SOFTWARE is an industry dependent on manpower and any brightening of prospects is typically preceded — or at least accompanied — by increased recruitment.

Ask anyone in the software industry how it is now and you receive a smile, with, ``Clients are at least speaking to us about projects. Things are looking brighter.'' One Mumbai-based IT analyst even told Business Line that there is a definite story here, since recruitment numbers are picking up.

But, overall, even with bits of good news from here and there, the recruitment industry feels that it isn't yet time to throw those hats up and rejoice. Ask Mr Satish Doshi, Managing Director, Sampoorna Computer People, a manpower firm, what he thinks of the software industry's optimism, and his answer wraps up the issue succinctly.

``A bad last year is making people over-react to small positive signs and ignore the bad news because it has become routine,'' Mr Doshi said. Recruitment hasn't jumped up by leaps and bounds, even if we look at the last quarter or two when optimism has risen slightly. Says Mr Doshi, ``For the recruitment industry in IT, the year ended March 2002 saw a dip in revenue of 25-35 per cent compared to the last year. Similar figures would apply for corresponding quarters.''

This is true even if the IT industry is seeing a few more orders and projects. According to Mr Doshi, ``The IT Industry has mainly concentrated on reducing bench and on better use of existing manpower in the year. Now, demand for specific skills is increasing compared to previous quarters.

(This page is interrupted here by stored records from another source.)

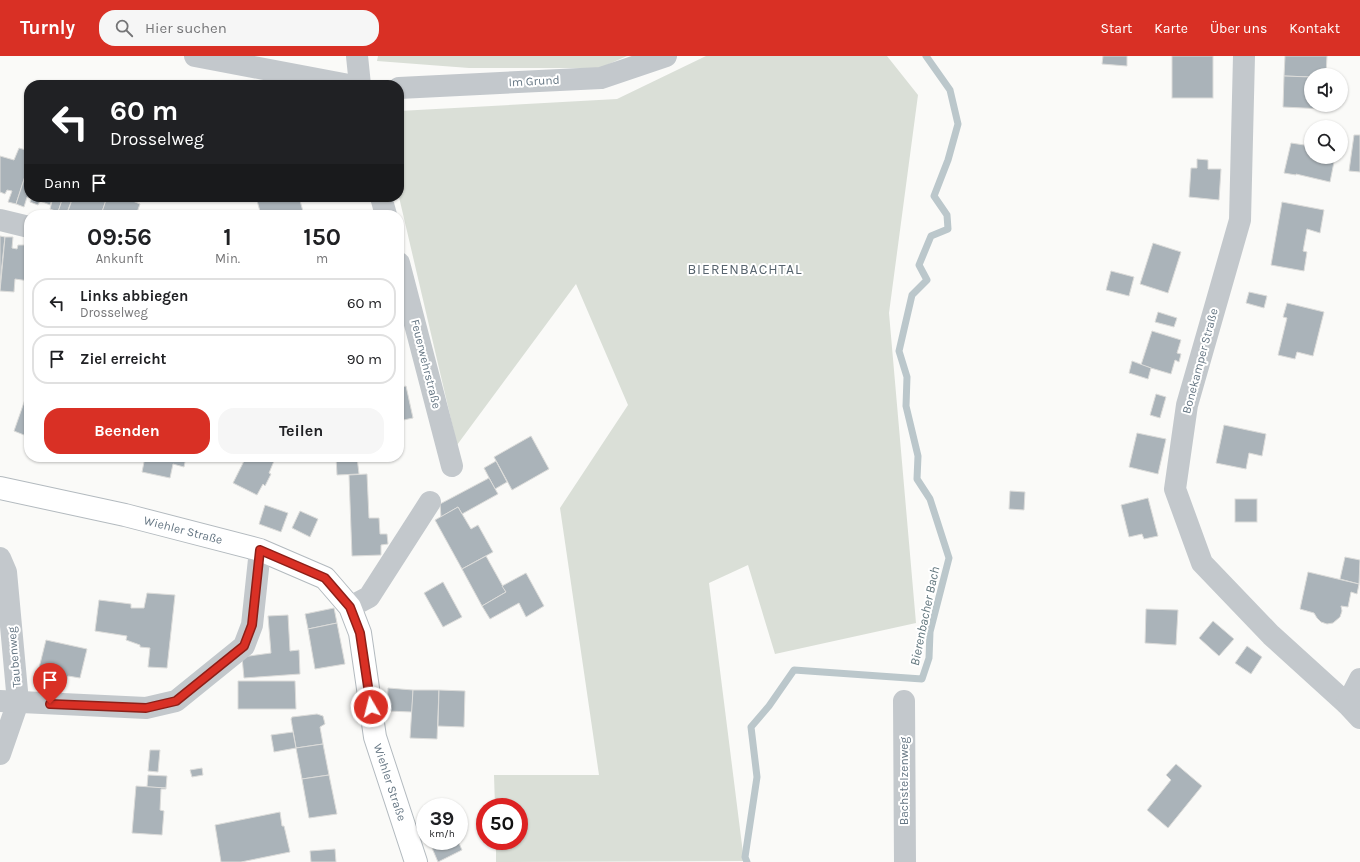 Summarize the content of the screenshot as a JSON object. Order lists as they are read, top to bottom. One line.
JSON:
{"streets":{"main road":["Wiehler Straße"],"street":["Im Grund","Bonekamper Straße","Feuerwehrstraße","Taubenweg","Bachstelzenweg"]},"districts":["BIERENBACHTAL"],"water":["Bierenbacher Bach"],"page":{"header":"Turnly","search":"Hier suchen","nav":["Start","Karte","Über uns","Kontakt"],"turn":["60 m","Drosselweg"],"then":"Dann","eta":["09:56","Ankunft","1","Min.","150","m"],"list":[{"name":"Links abbiegen","note":"Drosselweg","value":"60 m"},{"name":"Ziel erreicht","value":"90 m"}],"buttons":["Beenden","Teilen"],"speed":"39 km/h","limit":"50"}} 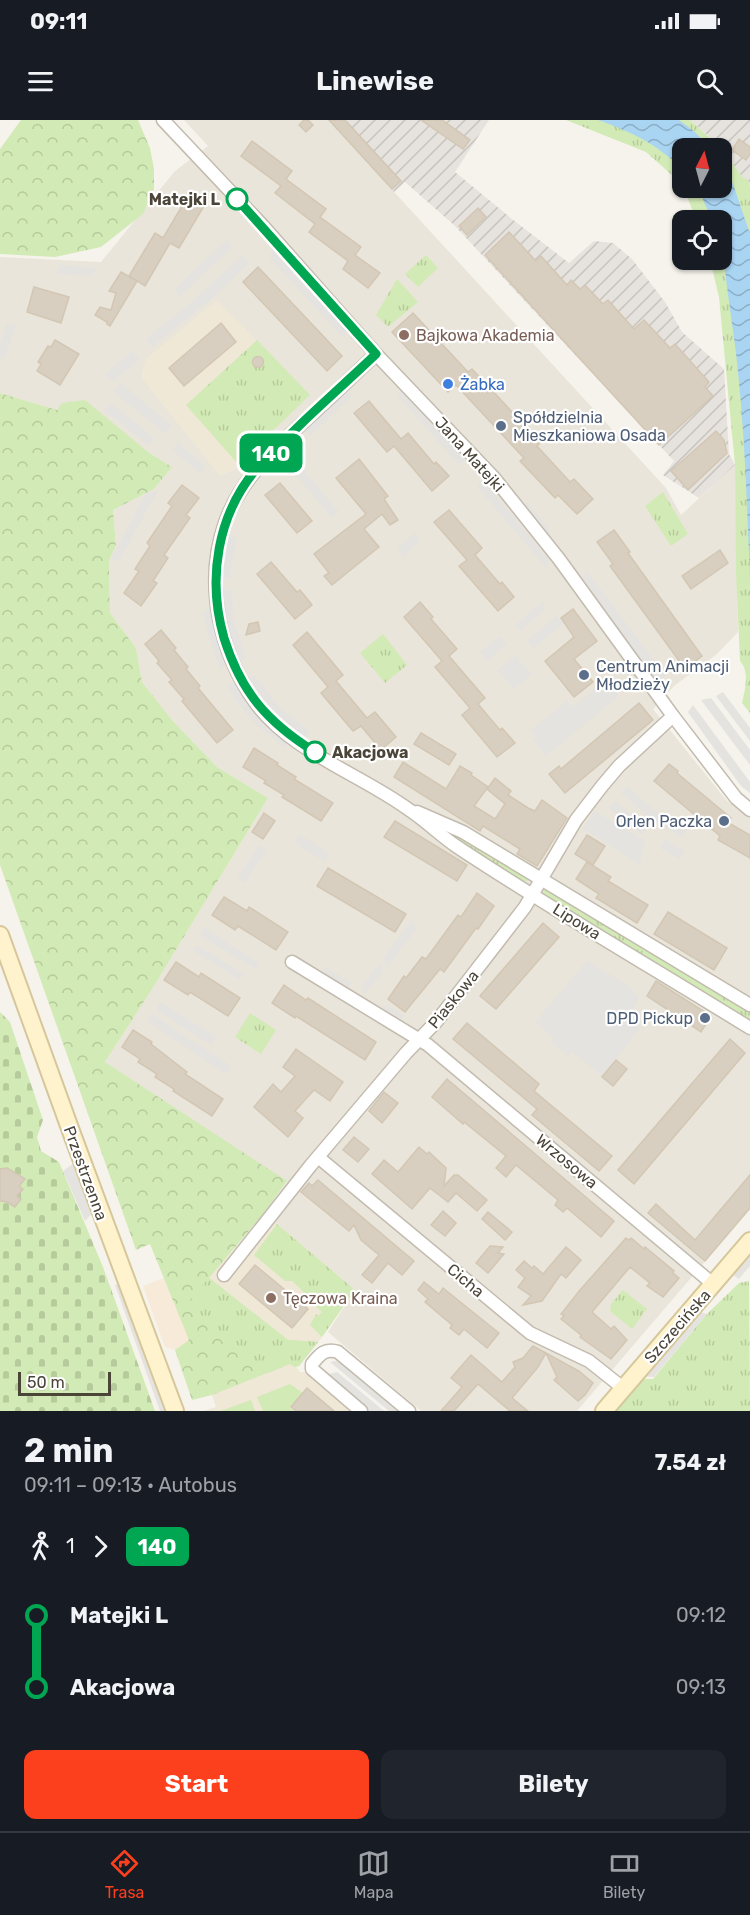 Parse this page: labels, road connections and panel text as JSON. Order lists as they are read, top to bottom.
{
  "streets": {
    "street": [
      "Jana Matejki",
      "Lipowa",
      "Piaskowa",
      "Wrzosowa",
      "Przestrzenna",
      "Cicha",
      "Szczecińska"
    ]
  },
  "crossings": [
    ["Jana Matejki", "Lipowa"],
    ["Jana Matejki", "Piaskowa"],
    ["Lipowa", "Piaskowa"],
    ["Piaskowa", "Wrzosowa"],
    ["Piaskowa", "Cicha"],
    ["Wrzosowa", "Szczecińska"],
    ["Cicha", "Szczecińska"]
  ],
  "places": [
    "Matejki L",
    "Bajkowa Akademia",
    "Żabka",
    "Spółdzielnia Mieszkaniowa Osada",
    "Centrum Animacji Młodzieży",
    "Akacjowa",
    "Orlen Paczka",
    "DPD Pickup",
    "Tęczowa Kraina"
  ],
  "lines": ["bus line 140"],
  "scale_bar": "50 m",
  "north": "top",
  "page": {
    "status": "09:11",
    "header": "Linewise",
    "on_map": "140",
    "scale": "50 m",
    "heading": ["2 min", "09:11 – 09:13 · Autobus", "7.54 zł"],
    "legs": ["1", "140"],
    "list": [
      {
        "name": "Matejki L",
        "value": "09:12"
      },
      {
        "name": "Akacjowa",
        "value": "09:13"
      }
    ],
    "buttons": ["Start", "Bilety"],
    "tabs": ["Trasa", "Mapa", "Bilety"]
  }
} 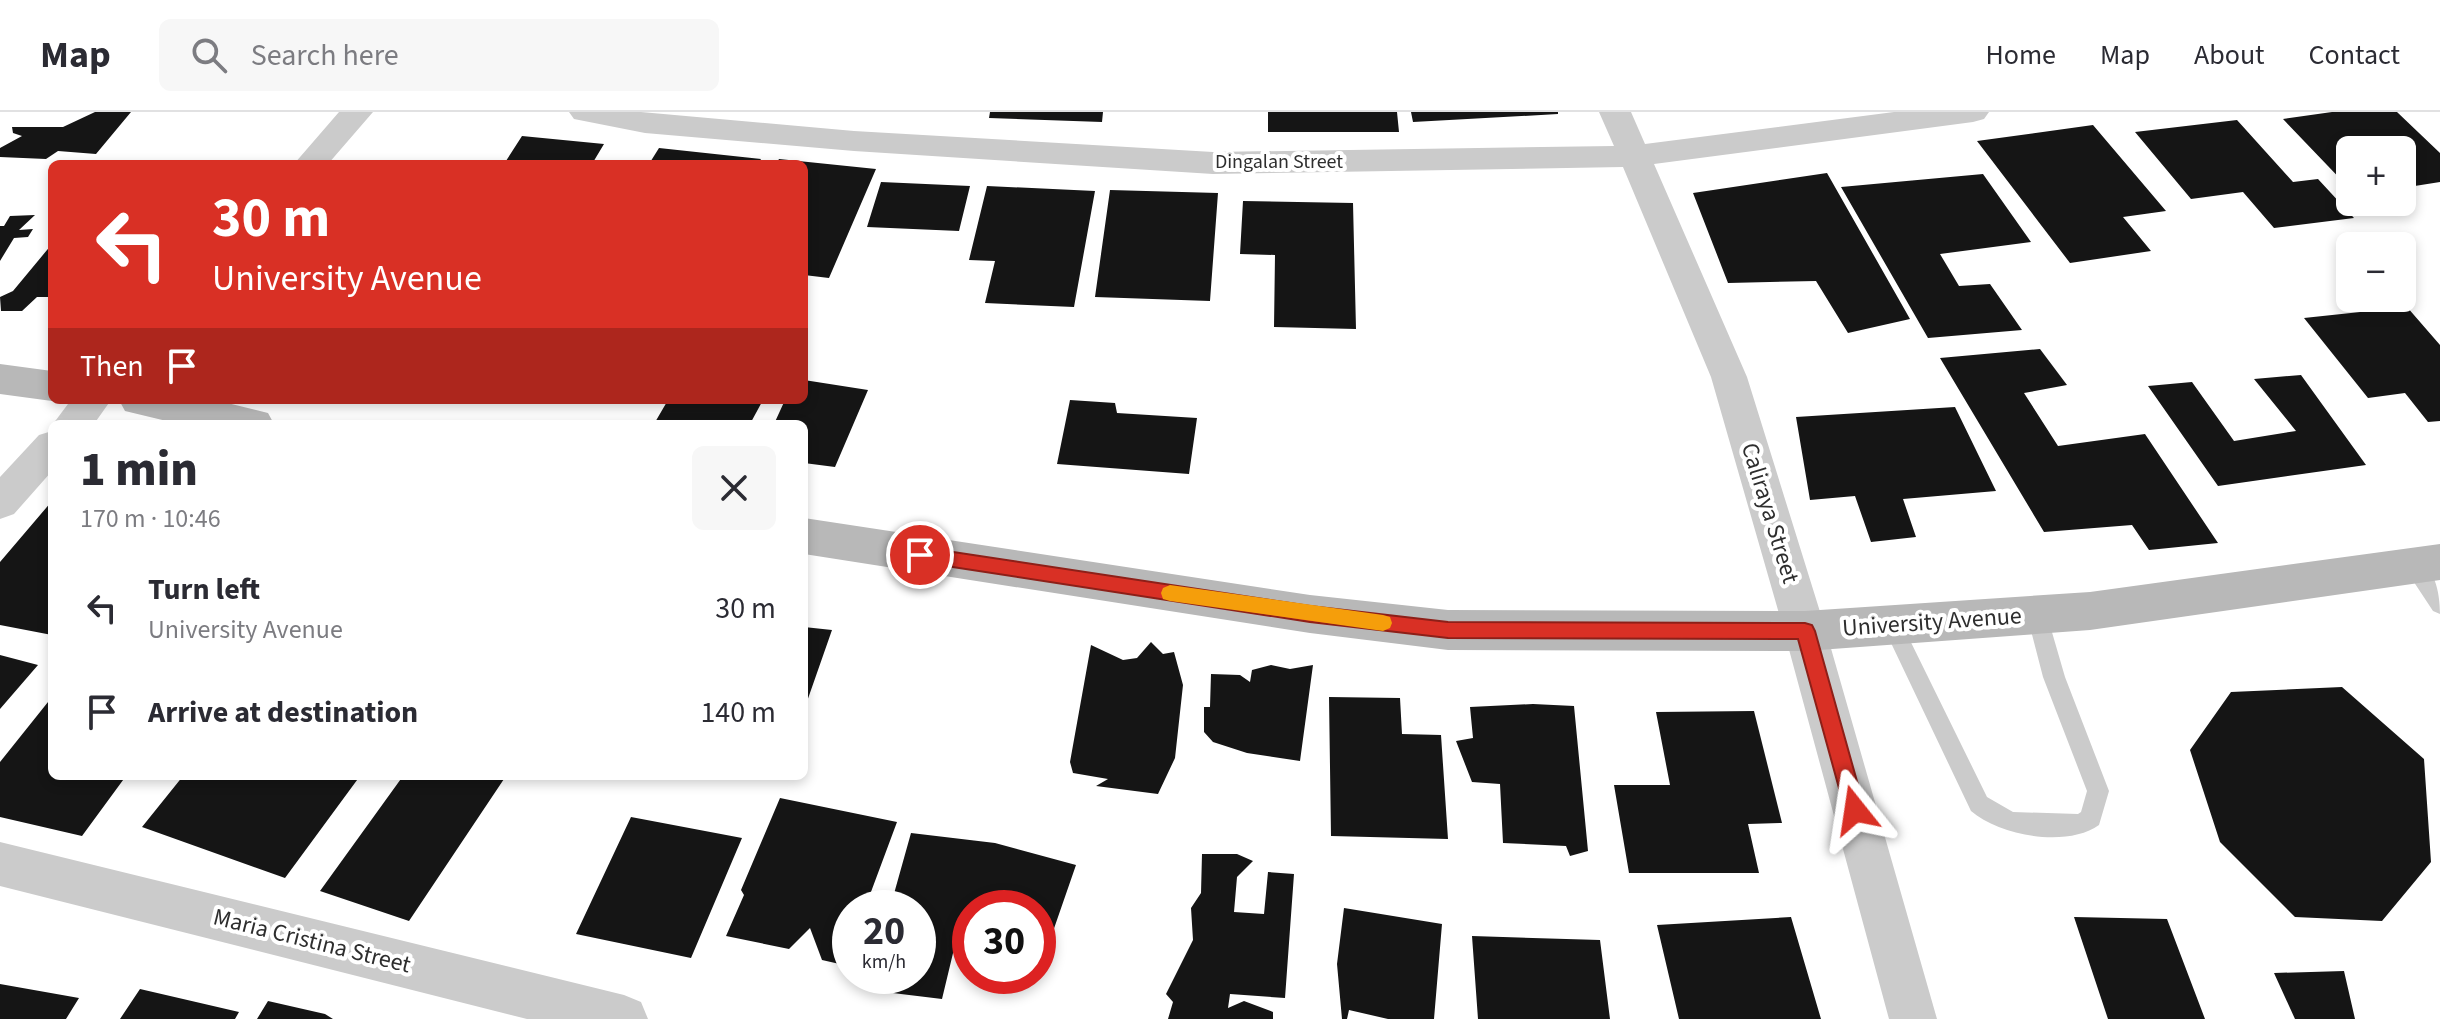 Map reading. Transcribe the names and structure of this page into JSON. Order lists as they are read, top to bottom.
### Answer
{
  "streets": {
    "street": [
      "Dingalan Street",
      "Caliraya Street",
      "University Avenue",
      "Maria Cristina Street"
    ]
  },
  "crossings": [
    ["Dingalan Street", "Caliraya Street"],
    ["Caliraya Street", "University Avenue"]
  ],
  "page": {
    "header": "Map",
    "search": "Search here",
    "nav": [
      "Home",
      "Map",
      "About",
      "Contact"
    ],
    "map_buttons": ["+", "−"],
    "turn": ["30 m", "University Avenue"],
    "then": "Then",
    "heading": ["1 min", "170 m · 10:46"],
    "list": [
      {
        "name": "Turn left",
        "note": "University Avenue",
        "value": "30 m"
      },
      {
        "name": "Arrive at destination",
        "value": "140 m"
      }
    ],
    "speed": "20 km/h",
    "limit": "30"
  }
}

Recruitment now is just-in-time and clearly tailored to a specific need. It is also targeted to improve company productivity by replacing poor performers. Demand for marketing professionals is also up. But while the IT industry is looking at lesser and better recruits, the applications seem to be flowing in. According to N. Muralidharan, CEO of Jobstreet India, an online placement firm, ``both in the IT and non-IT jobs on our site, the number of quality applicants is very high currently, as compared to a year back. This shows that not only the average person is out looking for a job, but also quality programmers and managers from all fields are in the market today. Interestingly, there has been a considerable to shift to recruit senior profiles in the mainframe areas this year where as technology areas ruled last year.'' Says Mr T. Sreedhar, Chief of Operations at TMI Network, a Hyderabad-based recruitment firm. Not all recruiters are ready to share figures but here's an indicative list: Jobstreet says that IT job postings were stable at 518 for the March quarter this year compared to 508 postings for the same quarter last year. (For thecompany, the number of postings filled, averaged between 10-12 per cent of postings.)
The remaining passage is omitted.